When the IBS cohort was compared with the comparison cohort diagnosed with cholelithiasis (Table ), the association between IBS and physician-diagnosed glaucoma (HR: 1.24, 95% CI: 1.24–1.48) and the associations with glaucoma defined by surgical (HR: 1.69, 95% CI: 1.21–2.35) and medical interventions (HR: 1.29, 95% CI: 1.08–1.53) remained robust. When the medication definition was controlled for steroid use, the association was essentially unchanged (HR: 1.29, 95% CI: 1.09–1.53).

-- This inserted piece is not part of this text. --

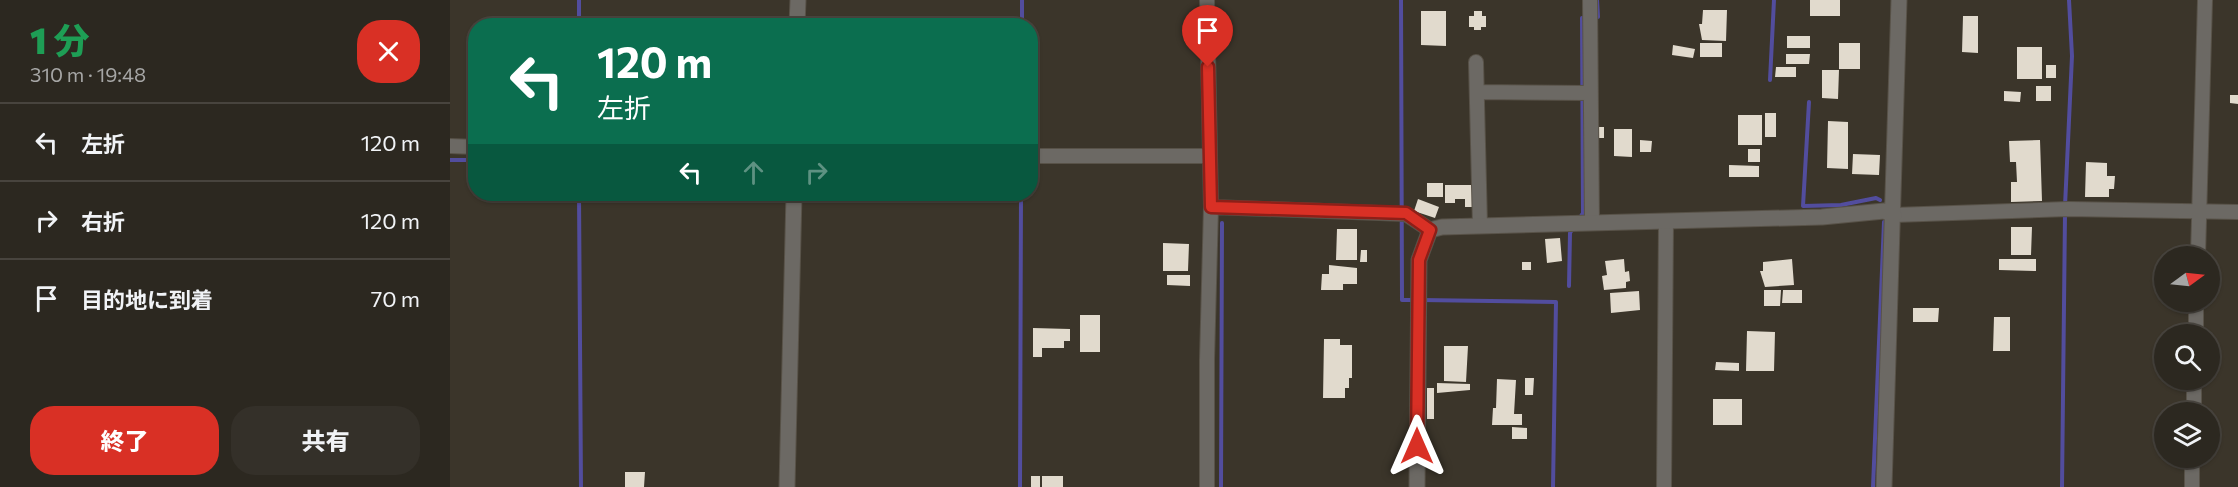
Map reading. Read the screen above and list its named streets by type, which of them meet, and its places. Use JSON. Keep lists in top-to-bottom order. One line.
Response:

TABLE 6 Results from the DNRP: Risk of glaucoma in persons with IBS compared to those with cholelithiasis
Glaucoma definition | Cumulative incidence | Unadjusted hazard ratio | Adjusted hazard ratio | |
Cholelithiasis cohort | IBS cohort | |||
Physician diagnosis | 0.53 (0.43–0.66) | 0.72 (0.53–0.95) | 1.24 (1.04–1.47) | 1.24 (1.04–1.48) |
Glaucoma surgery | 0.18 (0.12–0.26) | 0.28 (0.20–0.38) | 1.59 (1.16–2.18) | 1.69 (1.21–2.35) |
Glaucoma medication initiation | 1.11 (0.86–1.40) | 1.11 (0.94–1.30) | 1.26 (1.07–1.49) | 1.29 (1.09–1.53) |
DISCUSSION
This study examined whether IBS was a risk factor for glaucoma in two large prospective European cohort studies. These data analyses reveal that a diagnosis of IBS was associated with an increased risk of glaucoma in the UKBC and the DNRP. The UKBC found that people with IBS before or at the age of 42 and still at the age of 50 had an almost sixfold increase in the odds of developing glaucoma in this time period, as compared to those who did not meet this definition of chronic glaucoma. The DNRP demonstrated that people who were diagnosed by a physician with IBS had a 35% increased risk of being diagnosed by a physician with glaucoma and similar increased risks of undergoing glaucoma surgery or having glaucoma medications initiated.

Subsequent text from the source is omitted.